= Boosting (behavioral science) =

Behavioral science technique

Boosting is a behavioral science technique that aims to improve a person's ability to initiate and control their actions, and ability to make informed decisions. It is an intervention or strategy designed to enhance individuals' decision-making capabilities, cognitive skills, or behaviors by improving their competences.

Training in the ability to interpret statistical information, particularly Bayesian reasoning, as well as training the basic accounting heuristics and procedural routines. AI-powered boosting refers to the use of artificial intelligence tools and systems for boosting. Unlike manual boosting, which relies on human-delivered interventions, AI-powered boosting leverages automation of providing decision aids that guide humans to attend to the important information and integrate it according to a rational decision strategy.
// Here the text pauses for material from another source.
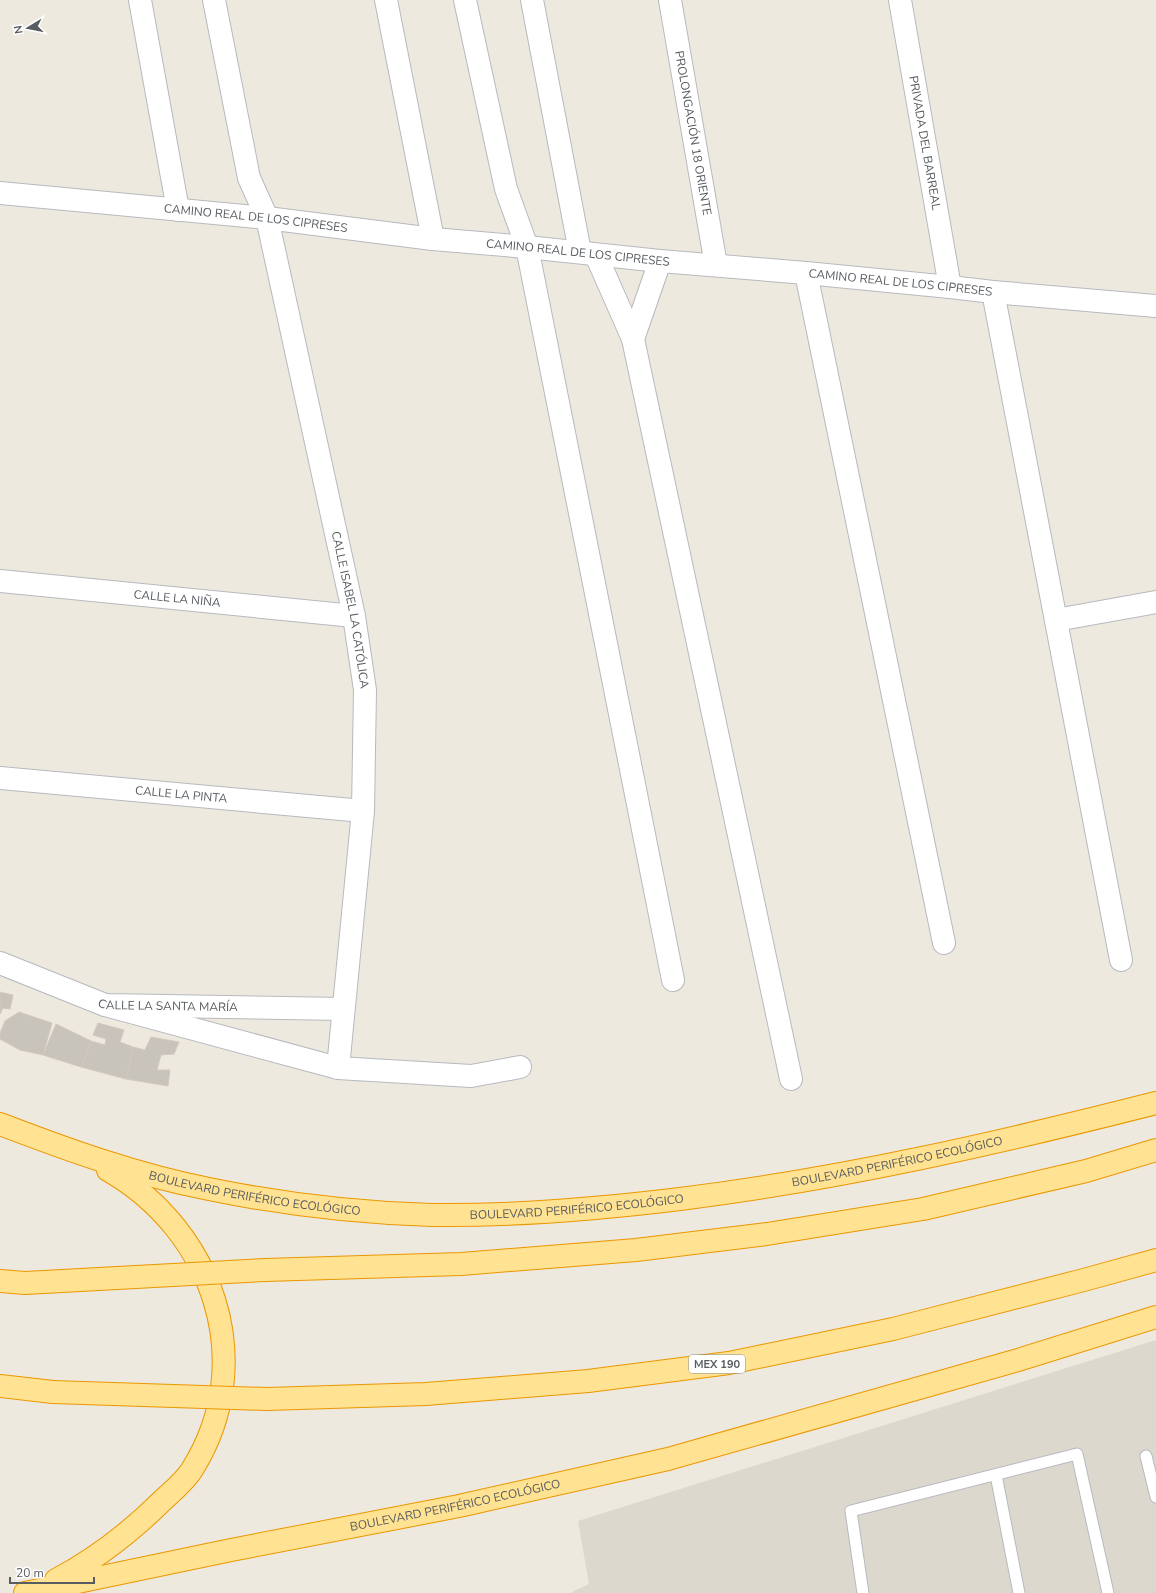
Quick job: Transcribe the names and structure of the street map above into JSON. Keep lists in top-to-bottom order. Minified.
{"streets":{"highway":["BOULEVARD PERIFÉRICO ECOLÓGICO","MEX 190"],"street":["PROLONGACIÓN 18 ORIENTE","PRIVADA DEL BARREAL","CAMINO REAL DE LOS CIPRESES","CALLE LA NIÑA","CALLE ISABEL LA CATÓLICA","CALLE LA PINTA","CALLE LA SANTA MARÍA"]},"crossings":[["PROLONGACIÓN 18 ORIENTE","CAMINO REAL DE LOS CIPRESES"],["PRIVADA DEL BARREAL","CAMINO REAL DE LOS CIPRESES"],["CAMINO REAL DE LOS CIPRESES","CALLE ISABEL LA CATÓLICA"],["CALLE LA NIÑA","CALLE ISABEL LA CATÓLICA"],["CALLE ISABEL LA CATÓLICA","CALLE LA PINTA"],["CALLE ISABEL LA CATÓLICA","CALLE LA SANTA MARÍA"]],"scale_bar":"20 m","north":"left"}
==Comparison with nudging==
Like nudging, boosting is a public policy based on behavioral science. Yet, not all public policy based on behavioral science evidence can be equated with nudging. Nudging works by shaping the external context to guide behavior, whereas boosting focuses on building internal capacities to enable better decision-making. Both approaches have their strengths and can be complementary.

In contrast to nudging, boosting is based on the premise that people can find their way around complex environments and make largely rational decisions despite their limited cognitive capacities. This can also be described as ecological rationality.